### [TASK TO COMPLETE]
I would like every record reproduced exactly, with the pictures left out.

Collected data
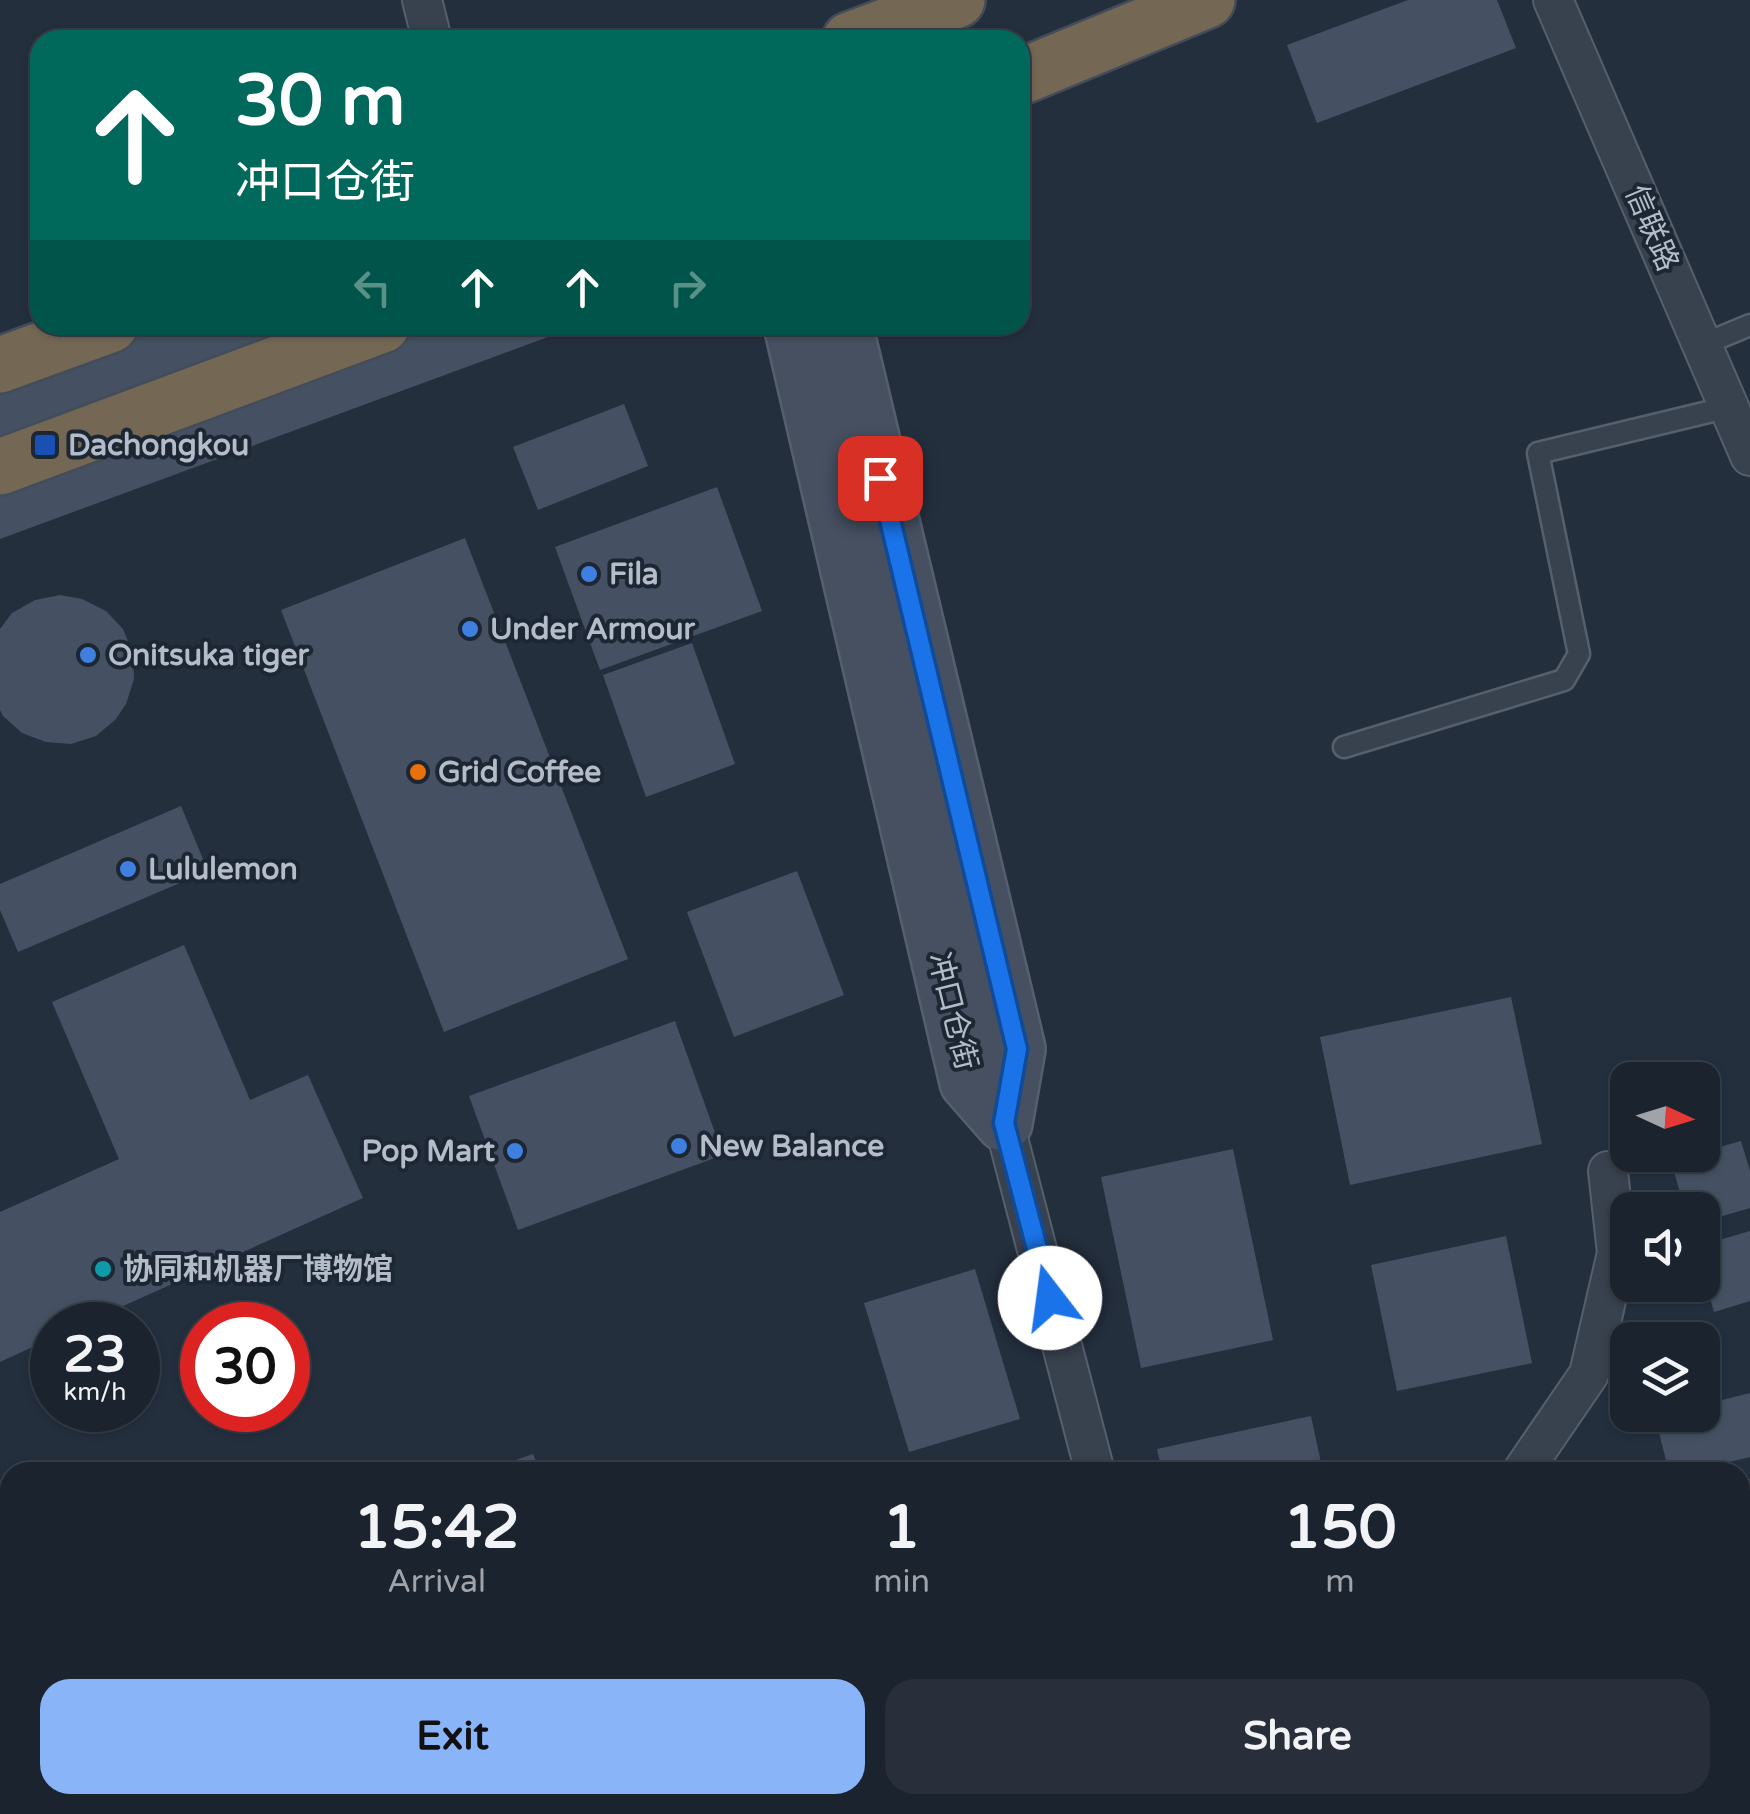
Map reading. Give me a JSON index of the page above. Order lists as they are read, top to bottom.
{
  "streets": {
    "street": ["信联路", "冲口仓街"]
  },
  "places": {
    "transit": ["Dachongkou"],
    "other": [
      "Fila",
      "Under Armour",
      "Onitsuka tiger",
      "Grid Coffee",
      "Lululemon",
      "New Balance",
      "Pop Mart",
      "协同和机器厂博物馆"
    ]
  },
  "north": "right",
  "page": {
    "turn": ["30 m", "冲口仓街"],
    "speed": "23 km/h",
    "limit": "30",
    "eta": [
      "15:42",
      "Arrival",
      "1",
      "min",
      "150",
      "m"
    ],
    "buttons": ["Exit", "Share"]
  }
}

### [RESPONSE BELOW]
Map reading. Give me a JSON index of the page above. Order lists as they are read, top to bottom.
{
  "streets": {
    "street": ["信联路", "冲口仓街"]
  },
  "places": {
    "transit": ["Dachongkou"],
    "other": [
      "Fila",
      "Under Armour",
      "Onitsuka tiger",
      "Grid Coffee",
      "Lululemon",
      "New Balance",
      "Pop Mart",
      "协同和机器厂博物馆"
    ]
  },
  "north": "right",
  "page": {
    "turn": ["30 m", "冲口仓街"],
    "speed": "23 km/h",
    "limit": "30",
    "eta": [
      "15:42",
      "Arrival",
      "1",
      "min",
      "150",
      "m"
    ],
    "buttons": ["Exit", "Share"]
  }
}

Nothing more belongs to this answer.